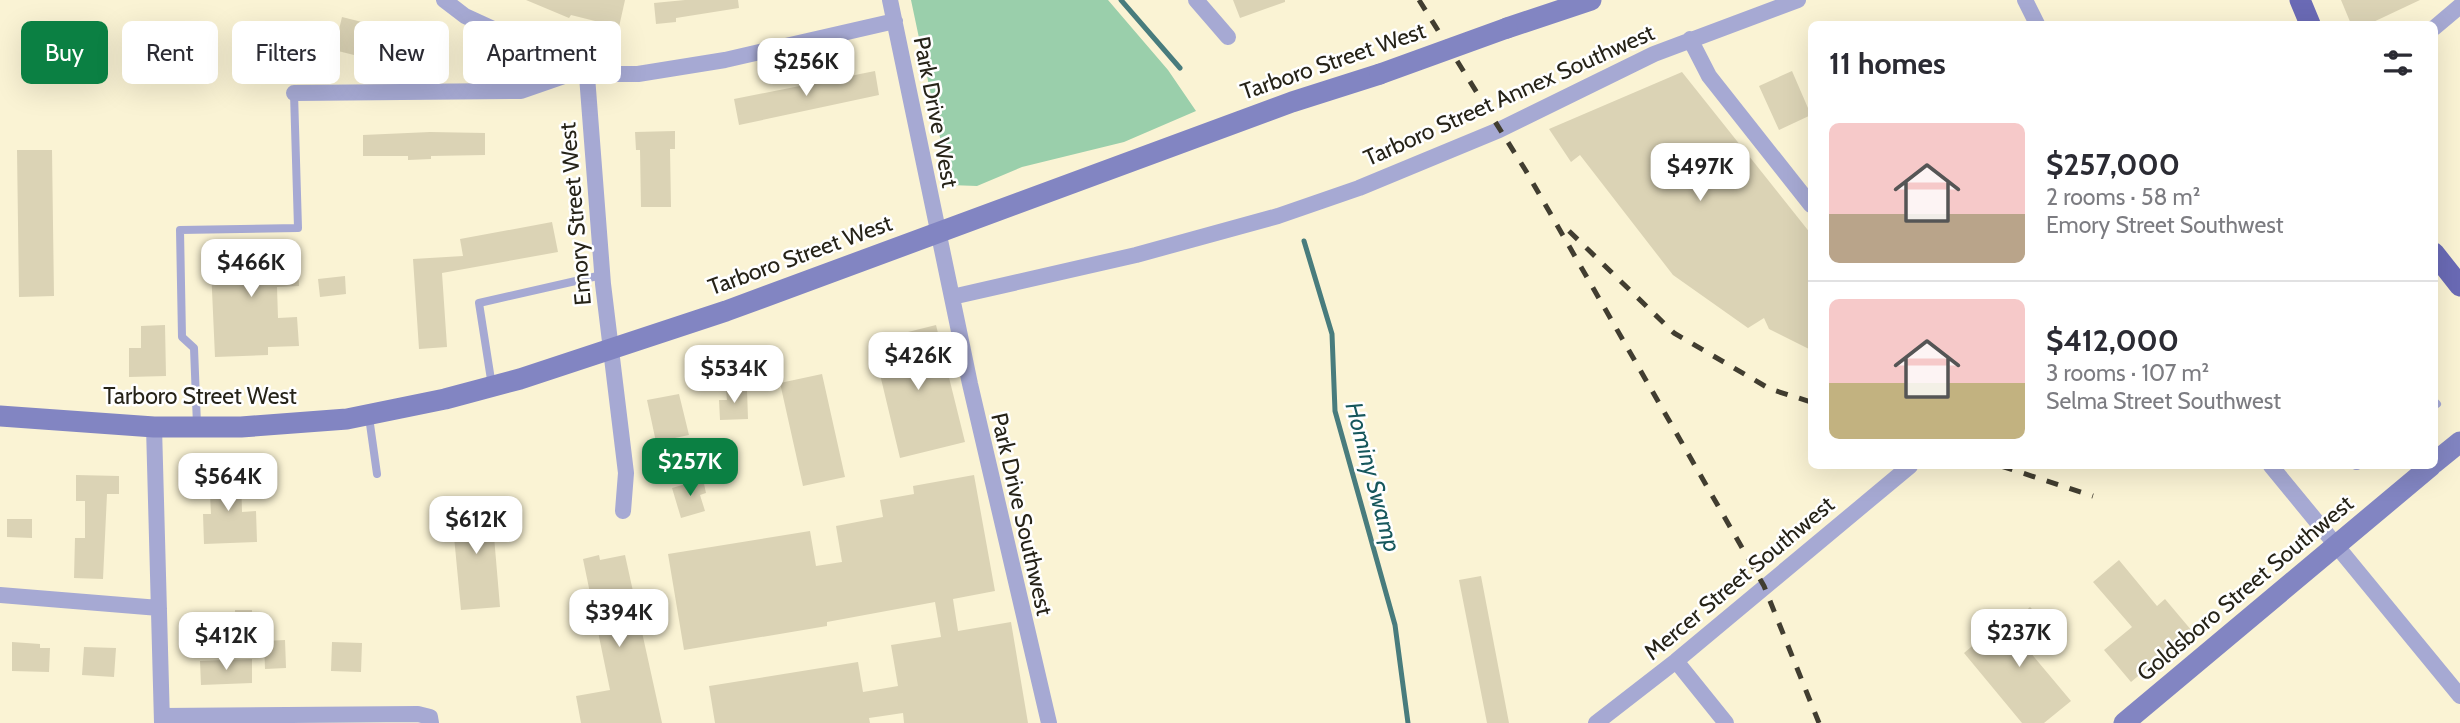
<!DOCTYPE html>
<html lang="en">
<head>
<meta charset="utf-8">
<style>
	body { margin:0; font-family:Cabin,sans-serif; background:#f2f2f3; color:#2b2b33; height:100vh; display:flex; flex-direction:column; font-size:26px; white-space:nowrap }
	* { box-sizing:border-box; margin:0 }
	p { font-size:23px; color:#7c7c81 }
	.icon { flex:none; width:38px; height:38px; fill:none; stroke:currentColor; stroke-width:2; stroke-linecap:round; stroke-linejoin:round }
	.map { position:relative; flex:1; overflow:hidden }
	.panel { position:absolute; left:1808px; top:21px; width:630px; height:448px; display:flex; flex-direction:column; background:#fff; border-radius:10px; box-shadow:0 7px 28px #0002 }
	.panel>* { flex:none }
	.banner { position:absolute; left:21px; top:21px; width:665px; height:63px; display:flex; gap:14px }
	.price { position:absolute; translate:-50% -60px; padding:0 16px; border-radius:14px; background:#fff; color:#222; font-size:23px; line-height:46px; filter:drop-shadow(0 2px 4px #0008) }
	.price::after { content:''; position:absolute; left:50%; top:42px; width:21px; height:16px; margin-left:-10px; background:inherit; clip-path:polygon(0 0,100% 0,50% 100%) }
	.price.selected { background:#0b8043; color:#fff }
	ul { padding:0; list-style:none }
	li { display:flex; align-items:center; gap:21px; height:175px; padding:0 21px }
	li+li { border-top:2px solid #e1e1e2 }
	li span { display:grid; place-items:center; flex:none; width:196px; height:140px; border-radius:10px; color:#555 }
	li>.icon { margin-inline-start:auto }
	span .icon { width:84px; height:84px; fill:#fffc; stroke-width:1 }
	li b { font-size:30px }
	h2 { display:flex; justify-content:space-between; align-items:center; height:84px; padding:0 21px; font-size:30px }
	.chip { padding:0 24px; border-radius:10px; background:#fff; box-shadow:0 7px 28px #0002; font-size:24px; line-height:63px }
	.chip.selected { background:#0b8043; color:#fff }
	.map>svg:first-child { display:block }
</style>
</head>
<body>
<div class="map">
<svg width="2460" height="723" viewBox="0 0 2460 723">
	<rect width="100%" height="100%" fill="#faf3d4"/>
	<!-- forest -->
	<path fill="#9acfab" d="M911,0H1108L1168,70L1196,111L1124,142L1022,167L977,186L950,185Z"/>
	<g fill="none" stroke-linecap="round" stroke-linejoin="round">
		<!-- stream -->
		<path stroke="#487c7d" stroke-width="5" d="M1121,0L1180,68
			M1304,241L1332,334L1335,411L1395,625L1408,723"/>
	</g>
	<!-- building -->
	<path fill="#dbd3b5" d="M526,0H625L619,27L571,15L569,18Z
		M685,0H738L739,8L676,18V22L656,24L654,3Z
		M1233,0H1285V2L1240,18Z
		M2341,0H2420L2369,24H2351Z
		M342,17L370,24L362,57L334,50Z
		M875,71L879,95L739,125L734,99Z
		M1792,71L1811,115L1779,130L1759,86Z
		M1682,72L1811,234V350L1769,329L1764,318L1748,328L1673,275L1580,155L1571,162L1549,129Z
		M675,131V149H670L671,207H641L640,150H636L635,132Z
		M430,132L485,133V155L431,156V159L408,160V156H363V135Z
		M17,150H52L54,296L19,297Z
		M552,222L558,252L442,273L447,347L419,349L413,259L463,256L460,239Z
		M275,243L276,253L298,252L299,286L277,287L278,318L297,317L299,346L268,347V355L215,357L210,246Z
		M345,276L346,294L320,297L318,279Z
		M165,325L166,376L129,377V348H141V326Z
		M936,325L965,442L900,458L872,341Z
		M822,374L845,477L803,486L780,383Z
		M747,389L748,419L720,420L719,400H727L726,390Z
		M679,394L689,435L656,442L647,400Z
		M241,473L242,512L256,511L257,542L204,544L203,514H211L209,474Z
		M76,475L119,476V494H107L103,579L74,578L75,538H85V501H76Z
		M974,475L995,591L953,599L958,631L1011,622L1028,723H904L903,713L869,718L870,723H715L709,686L858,662L863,692L898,686L891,645L941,637L935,602L827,622V626L684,650L668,554L810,531L816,566L842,562L836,526L883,517L880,500L914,494L913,486Z
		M703,479L706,493L700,495L705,511L681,518L672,488Z
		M491,501L500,607L461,610L451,505Z
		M7,519H32V538L7,537Z
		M599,555L600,560L625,555L662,723H581L576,696L610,690L583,559Z
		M2119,560L2157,606L2165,599L2192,631L2131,682L2104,650L2132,627L2093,582Z
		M1481,576L1509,723H1487L1459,580Z
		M2030,607L2052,631L2030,652L2071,701L2044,723H2022L1964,653L2003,620L2009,626Z
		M235,610H252V632H235Z
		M285,640L286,668L265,669L264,641Z
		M12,642L40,644V648H50L49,672L12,671Z
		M332,642L362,643L361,672L331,671Z
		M84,647L116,648L114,677L82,675Z
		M252,659V683L201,685L200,661Z"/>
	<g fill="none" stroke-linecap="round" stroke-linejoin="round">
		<!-- lane -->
		<path stroke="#a6a9d3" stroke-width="8" d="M492,386L479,303L602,275
			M2434,401L2437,404
			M369,417L377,474
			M197,425L194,348L182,337L180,230L298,228L294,93
			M2356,466H2357"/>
		<!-- street -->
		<path stroke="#a6a9d3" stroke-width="16" d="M444,0L465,16L502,33L570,74
			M890,0L970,384L1049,723
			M1196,0L1228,37
			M2025,0L2037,24
			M2434,28L2460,6
			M1690,39L1709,76L1811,205
			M587,76L603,284L626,473L623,511
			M294,93L521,91L570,74H638L725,60L895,21
			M952,297L1136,255L1278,216L1359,188L1499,130L1654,54L1798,0
			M154,427L162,723
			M2271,466L2460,696
			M0,595L159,608
			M1676,661L1726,723
			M162,716L418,714L430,717L431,723
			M1596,723L1676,661L1910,466"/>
		<!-- secondary -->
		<path stroke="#8285c2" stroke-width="21" d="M1507,28L1591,0
			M0,416L154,427H241L347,419L445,399L520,379L726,311L1292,102L1380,74
			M2434,463L2460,442
			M2124,723L2431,466"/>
		<!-- primary -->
		<path stroke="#6a6ab5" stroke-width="21" d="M2300,0L2310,24
			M2434,253L2460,286"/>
		<!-- rail -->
		<path stroke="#413d30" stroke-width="5" stroke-dasharray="12 12" stroke-linecap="butt" d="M1419,0L1526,171L1764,586L1819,723
			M1569,231L1674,333L1770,389L1811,402
			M2001,466L2093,496"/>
		<!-- secondary-bridge -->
		<path stroke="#8285c2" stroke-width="21" d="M1380,74L1507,28"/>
	</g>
	<g text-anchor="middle" stroke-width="5" stroke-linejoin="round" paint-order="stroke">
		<!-- street labels -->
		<g font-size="23" fill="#262318" stroke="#fff">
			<text transform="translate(1333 61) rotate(-19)" y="8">Tarboro Street West</text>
			<text transform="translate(1509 95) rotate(-24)" y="8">Tarboro Street Annex Southwest</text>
			<text transform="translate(936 112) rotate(79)" y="8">Park Drive West</text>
			<text transform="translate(575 214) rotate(-95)" y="8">Emory Street West</text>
			<text transform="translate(800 255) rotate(-20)" y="8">Tarboro Street West</text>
			<text x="200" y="404">Tarboro Street West</text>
			<text transform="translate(1022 514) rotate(77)" y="8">Park Drive Southwest</text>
			<text transform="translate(1739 578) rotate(-40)" y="8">Mercer Street Southwest</text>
			<text transform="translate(2245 588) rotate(-40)" y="8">Goldsboro Street Southwest</text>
		</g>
		<!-- water labels -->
		<g font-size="24" font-style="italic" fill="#16575c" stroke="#fff">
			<text transform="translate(1373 477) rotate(75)" y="8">Hominy Swamp</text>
		</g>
	</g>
</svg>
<b class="price" style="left:806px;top:98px">$256K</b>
<b class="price" style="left:1700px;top:203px">$497K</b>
<b class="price" style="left:251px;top:299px">$466K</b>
<b class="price" style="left:918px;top:392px">$426K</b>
<b class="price" style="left:734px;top:405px">$534K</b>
<b class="price selected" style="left:690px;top:498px">$257K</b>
<b class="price" style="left:228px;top:513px">$564K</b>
<b class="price" style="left:476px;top:556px">$612K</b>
<b class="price" style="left:619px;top:649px">$394K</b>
<b class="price" style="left:2019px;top:669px">$237K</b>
<b class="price" style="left:226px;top:672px">$412K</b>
<div class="banner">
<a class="chip selected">Buy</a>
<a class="chip">Rent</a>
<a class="chip">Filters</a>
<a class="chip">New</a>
<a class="chip">Apartment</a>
</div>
<section class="panel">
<h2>11 homes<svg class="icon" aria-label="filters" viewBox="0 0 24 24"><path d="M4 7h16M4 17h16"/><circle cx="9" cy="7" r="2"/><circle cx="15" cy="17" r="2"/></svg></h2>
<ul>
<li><span style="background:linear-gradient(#f6c9c9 65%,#b9a48a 0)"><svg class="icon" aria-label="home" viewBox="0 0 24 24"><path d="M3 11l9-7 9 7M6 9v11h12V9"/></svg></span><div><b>$257,000</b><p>2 rooms · 58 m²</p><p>Emory Street Southwest</p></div></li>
<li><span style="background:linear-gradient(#f6c9c9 60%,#c2b280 0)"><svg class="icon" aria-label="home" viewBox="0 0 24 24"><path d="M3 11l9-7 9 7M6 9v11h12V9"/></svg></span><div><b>$412,000</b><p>3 rooms · 107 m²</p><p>Selma Street Southwest</p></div></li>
</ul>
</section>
</div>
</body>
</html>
◆ ◆ ◆ ◆
Work order: In the records above, find each line that holds the word "position"; copy all such lines.

Reply to the task:
	.map { position:relative; flex:1; overflow:hidden }
	.panel { position:absolute; left:1808px; top:21px; width:630px; height:448px; display:flex; flex-direction:column; background:#fff; border-radius:10px; box-shadow:0 7px 28px #0002 }
	.banner { position:absolute; left:21px; top:21px; width:665px; height:63px; display:flex; gap:14px }
	.price { position:absolute; translate:-50% -60px; padding:0 16px; border-radius:14px; background:#fff; color:#222; font-size:23px; line-height:46px; filter:drop-shadow(0 2px 4px #0008) }
	.price::after { content:''; position:absolute; left:50%; top:42px; width:21px; height:16px; margin-left:-10px; background:inherit; clip-path:polygon(0 0,100% 0,50% 100%) }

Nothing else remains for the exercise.